Task requirements:
Pull each line holding "image" out of the entries below.

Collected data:
== Segment start ==

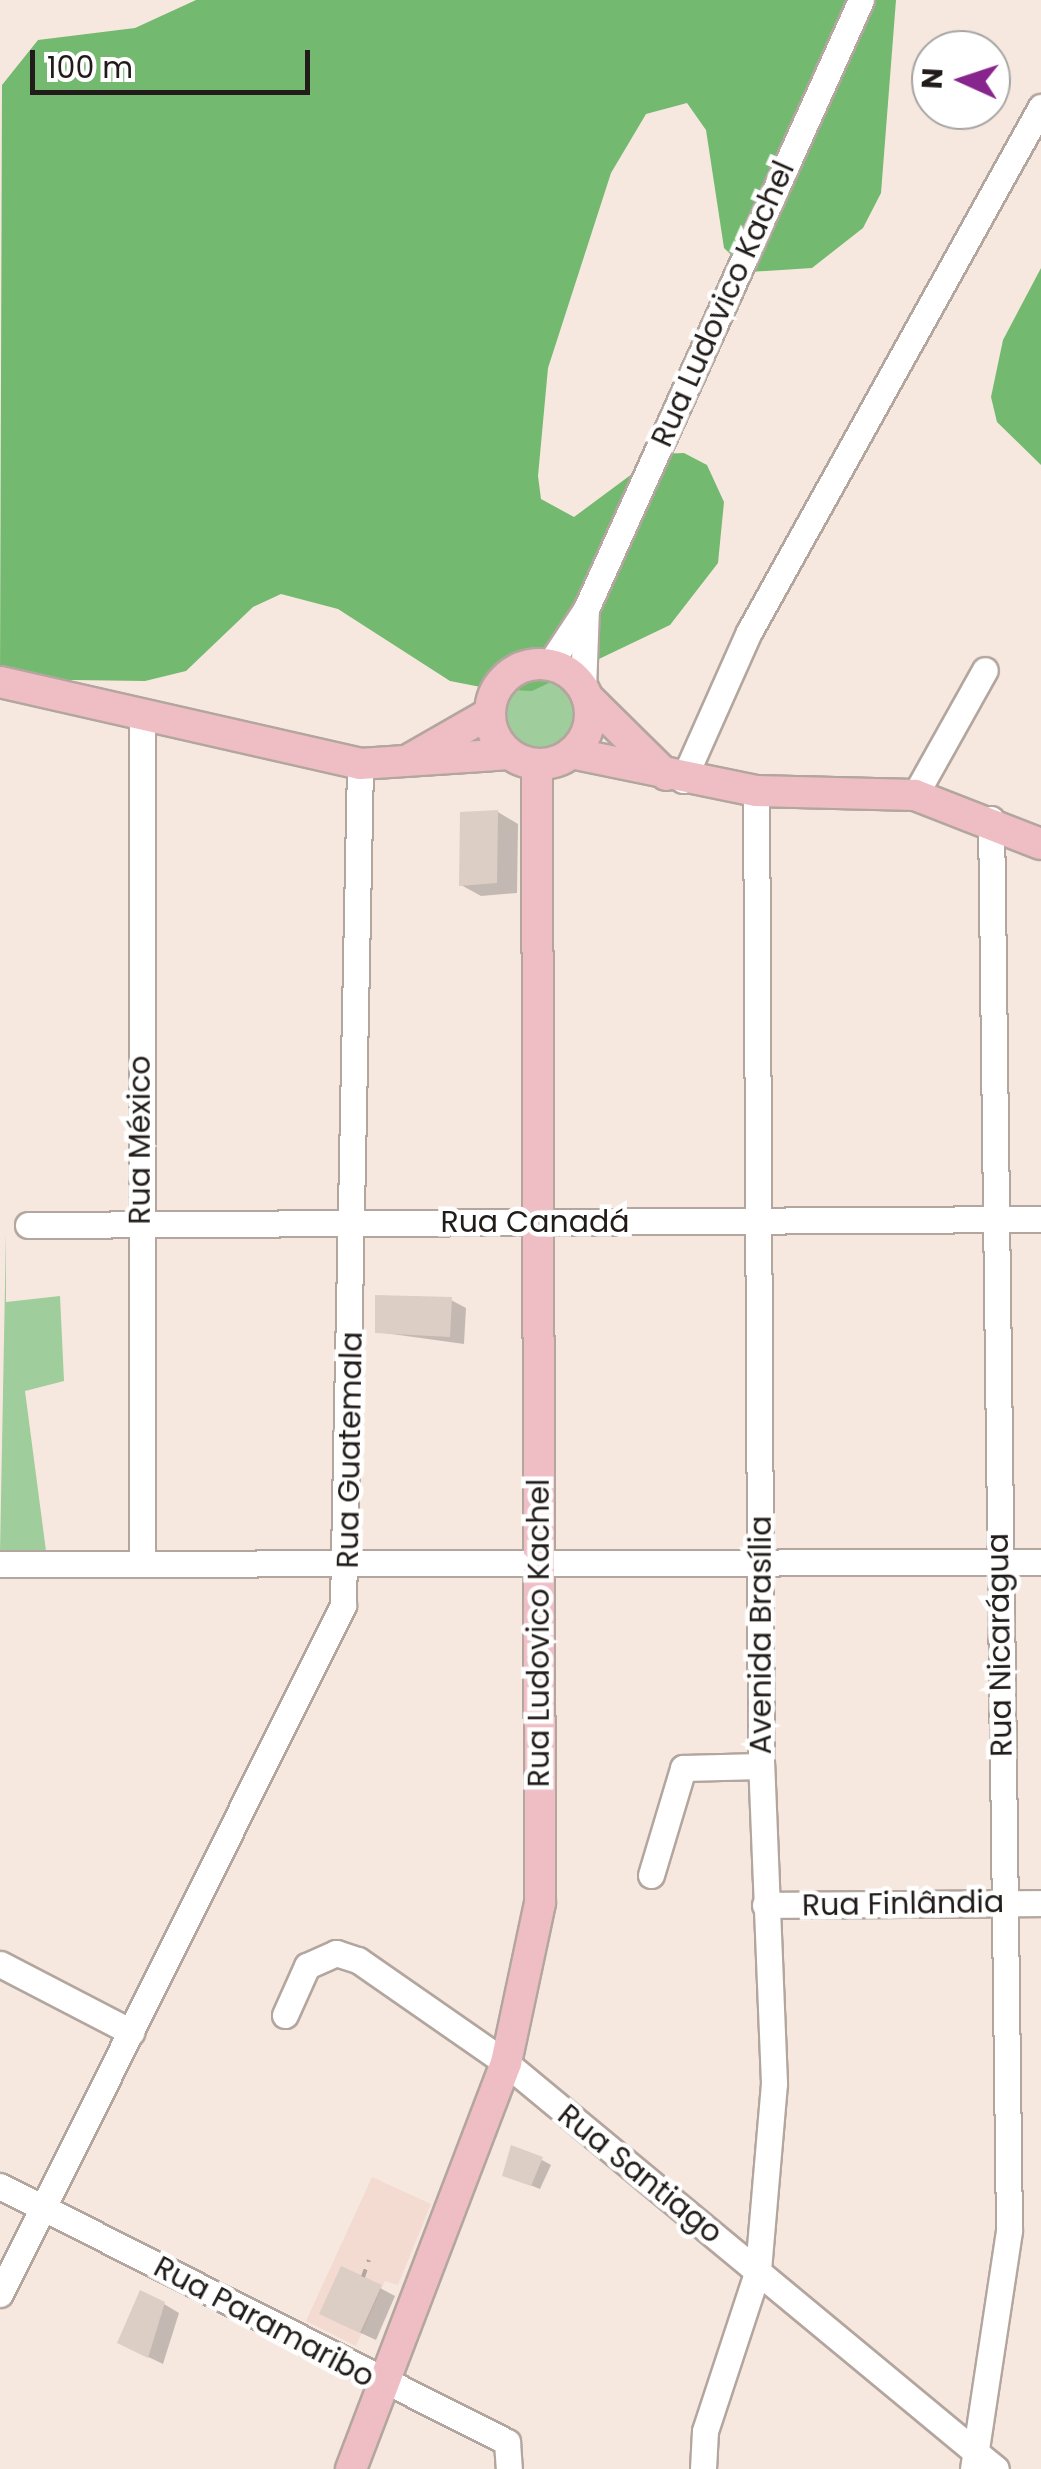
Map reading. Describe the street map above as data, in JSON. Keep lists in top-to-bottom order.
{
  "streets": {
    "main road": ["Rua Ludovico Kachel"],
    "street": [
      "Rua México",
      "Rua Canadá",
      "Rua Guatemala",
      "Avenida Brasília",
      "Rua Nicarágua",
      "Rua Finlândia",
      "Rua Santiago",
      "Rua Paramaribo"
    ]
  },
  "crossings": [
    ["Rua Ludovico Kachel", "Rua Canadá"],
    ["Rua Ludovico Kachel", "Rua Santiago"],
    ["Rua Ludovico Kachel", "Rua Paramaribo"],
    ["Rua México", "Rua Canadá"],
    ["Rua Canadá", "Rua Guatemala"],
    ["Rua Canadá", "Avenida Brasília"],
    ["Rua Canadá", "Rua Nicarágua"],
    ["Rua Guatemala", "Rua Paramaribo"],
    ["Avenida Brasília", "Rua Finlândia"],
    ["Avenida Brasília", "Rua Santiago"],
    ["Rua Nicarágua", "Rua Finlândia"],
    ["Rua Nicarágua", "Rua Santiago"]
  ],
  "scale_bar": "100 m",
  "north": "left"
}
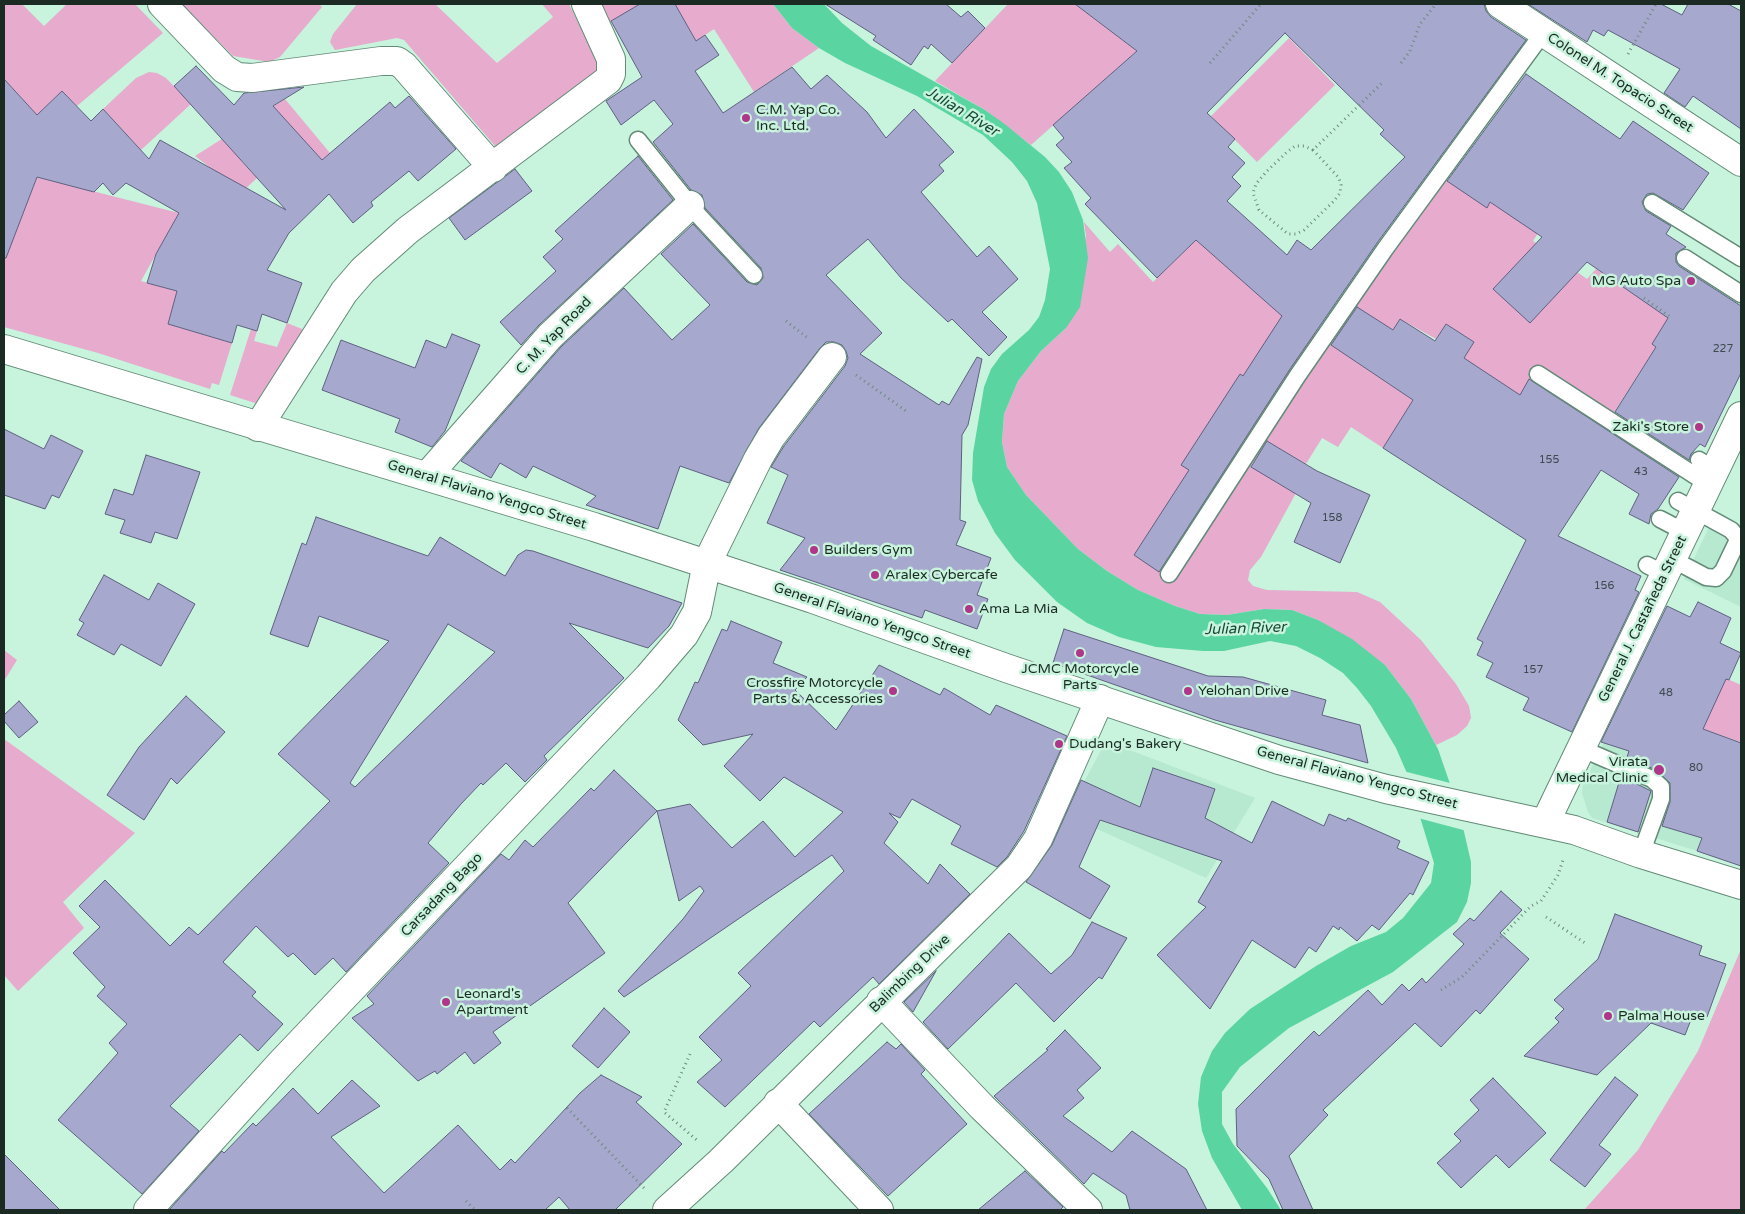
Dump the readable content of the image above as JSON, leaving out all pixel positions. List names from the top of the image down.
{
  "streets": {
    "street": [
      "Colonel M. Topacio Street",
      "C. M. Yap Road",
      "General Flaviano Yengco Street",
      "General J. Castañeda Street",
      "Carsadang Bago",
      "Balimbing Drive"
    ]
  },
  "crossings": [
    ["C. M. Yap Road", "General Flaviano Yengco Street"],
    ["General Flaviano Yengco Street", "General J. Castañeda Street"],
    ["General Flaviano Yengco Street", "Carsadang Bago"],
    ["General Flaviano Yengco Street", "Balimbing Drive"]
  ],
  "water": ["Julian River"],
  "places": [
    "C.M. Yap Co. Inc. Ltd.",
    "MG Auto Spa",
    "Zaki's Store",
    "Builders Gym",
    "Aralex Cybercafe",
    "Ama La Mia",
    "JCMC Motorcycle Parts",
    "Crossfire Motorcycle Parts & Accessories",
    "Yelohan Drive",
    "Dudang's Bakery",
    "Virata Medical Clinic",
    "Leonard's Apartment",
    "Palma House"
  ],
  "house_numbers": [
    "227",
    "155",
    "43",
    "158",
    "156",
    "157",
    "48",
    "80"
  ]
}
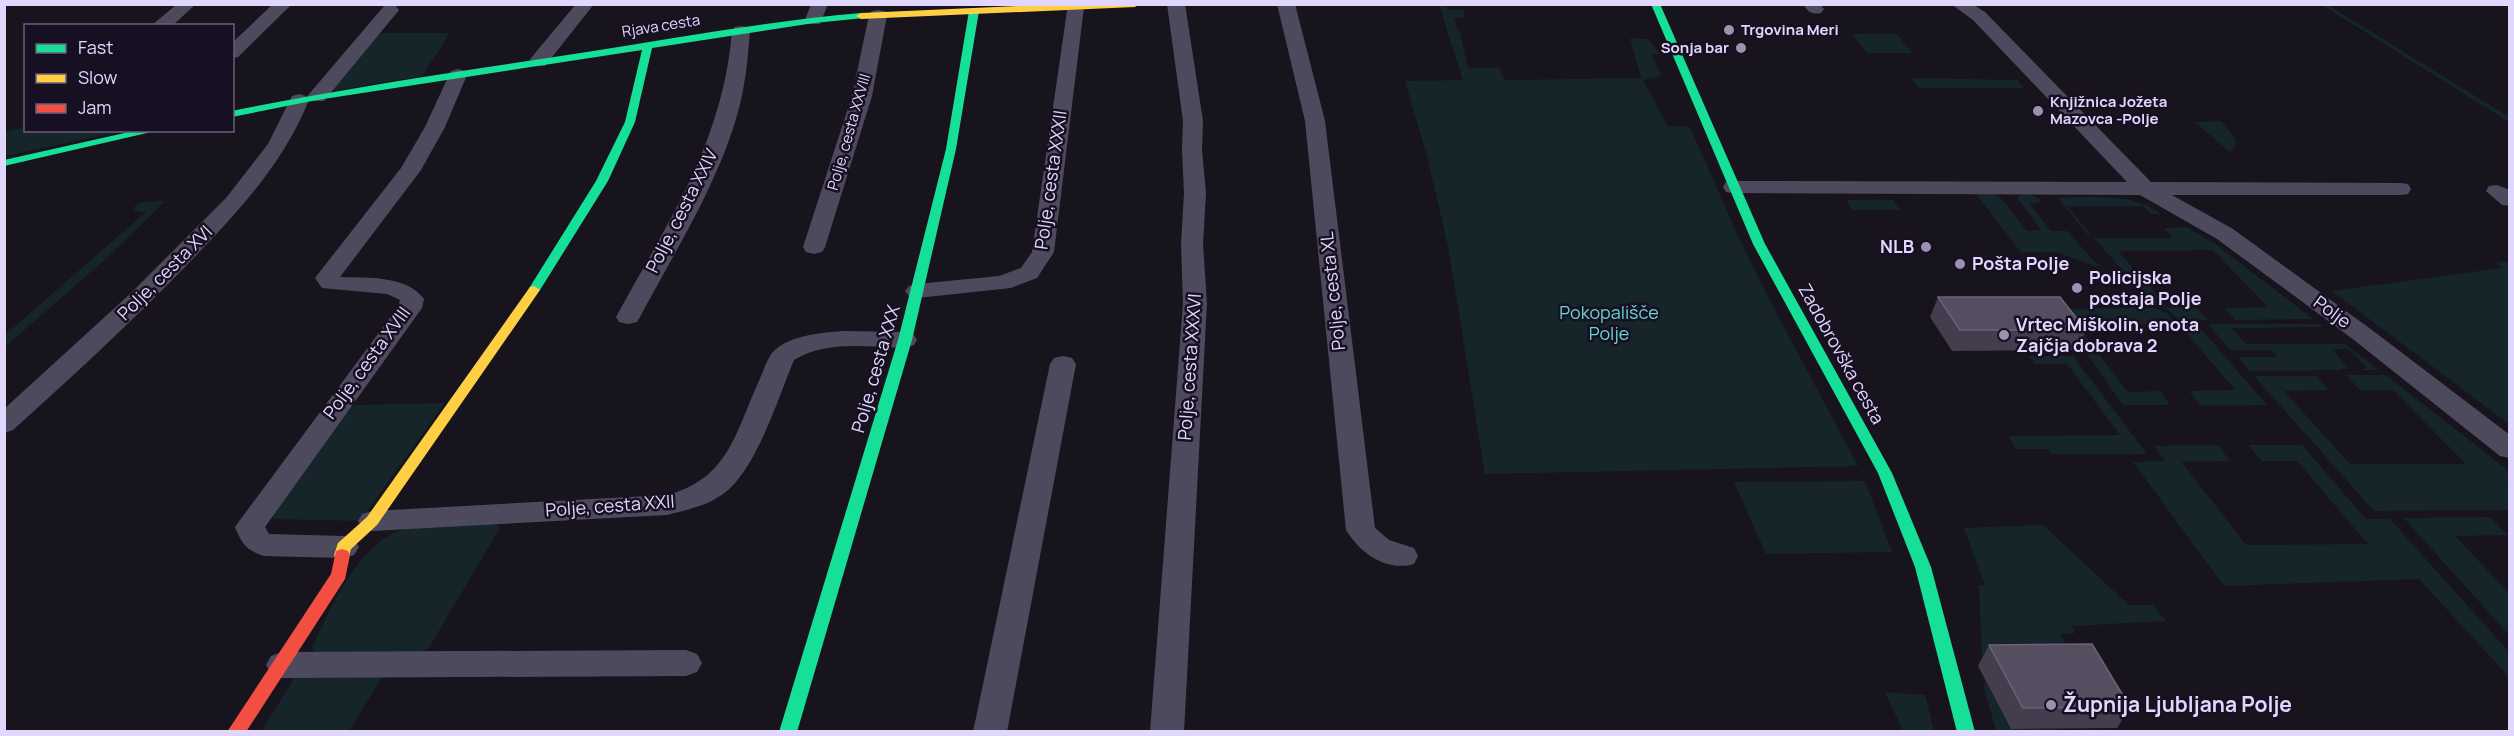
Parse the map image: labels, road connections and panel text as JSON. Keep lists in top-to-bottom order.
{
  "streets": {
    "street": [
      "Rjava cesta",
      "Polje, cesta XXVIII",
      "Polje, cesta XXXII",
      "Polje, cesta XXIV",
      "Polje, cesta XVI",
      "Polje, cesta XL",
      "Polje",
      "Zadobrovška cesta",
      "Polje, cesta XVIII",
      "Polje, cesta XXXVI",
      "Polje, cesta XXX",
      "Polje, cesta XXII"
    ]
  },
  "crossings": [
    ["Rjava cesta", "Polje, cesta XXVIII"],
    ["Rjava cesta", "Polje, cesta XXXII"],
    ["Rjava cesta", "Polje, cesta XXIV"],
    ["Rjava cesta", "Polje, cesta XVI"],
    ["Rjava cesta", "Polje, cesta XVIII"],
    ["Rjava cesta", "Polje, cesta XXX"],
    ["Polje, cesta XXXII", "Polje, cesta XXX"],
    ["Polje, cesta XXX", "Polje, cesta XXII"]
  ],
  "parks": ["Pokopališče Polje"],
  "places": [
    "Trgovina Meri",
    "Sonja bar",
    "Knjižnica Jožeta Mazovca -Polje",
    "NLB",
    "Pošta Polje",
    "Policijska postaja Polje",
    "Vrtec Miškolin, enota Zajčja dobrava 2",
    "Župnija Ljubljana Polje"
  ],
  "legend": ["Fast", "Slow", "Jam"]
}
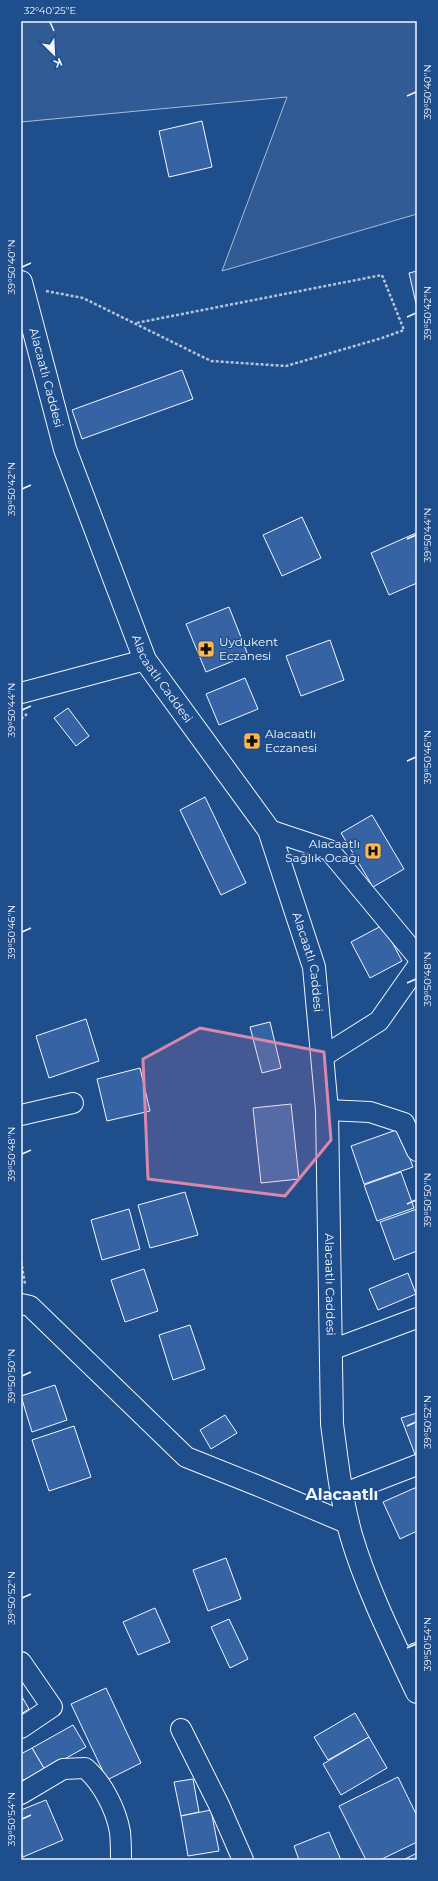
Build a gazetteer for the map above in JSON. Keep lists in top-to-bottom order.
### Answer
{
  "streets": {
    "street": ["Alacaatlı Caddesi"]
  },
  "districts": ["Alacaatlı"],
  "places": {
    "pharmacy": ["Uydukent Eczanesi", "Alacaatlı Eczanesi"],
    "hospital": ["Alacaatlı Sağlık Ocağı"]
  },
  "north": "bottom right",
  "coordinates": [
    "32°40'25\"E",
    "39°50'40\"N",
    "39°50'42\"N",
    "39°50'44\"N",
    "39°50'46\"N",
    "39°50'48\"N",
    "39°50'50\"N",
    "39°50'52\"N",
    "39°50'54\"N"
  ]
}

== Segment end ==

Result of the exercise:
Dump the readable content of the image above as JSON, leaving out all pixel positions. List names from the top of the image down.
Parse the map image: labels, road connections and panel text as JSON. Keep lists in top-to-bottom order.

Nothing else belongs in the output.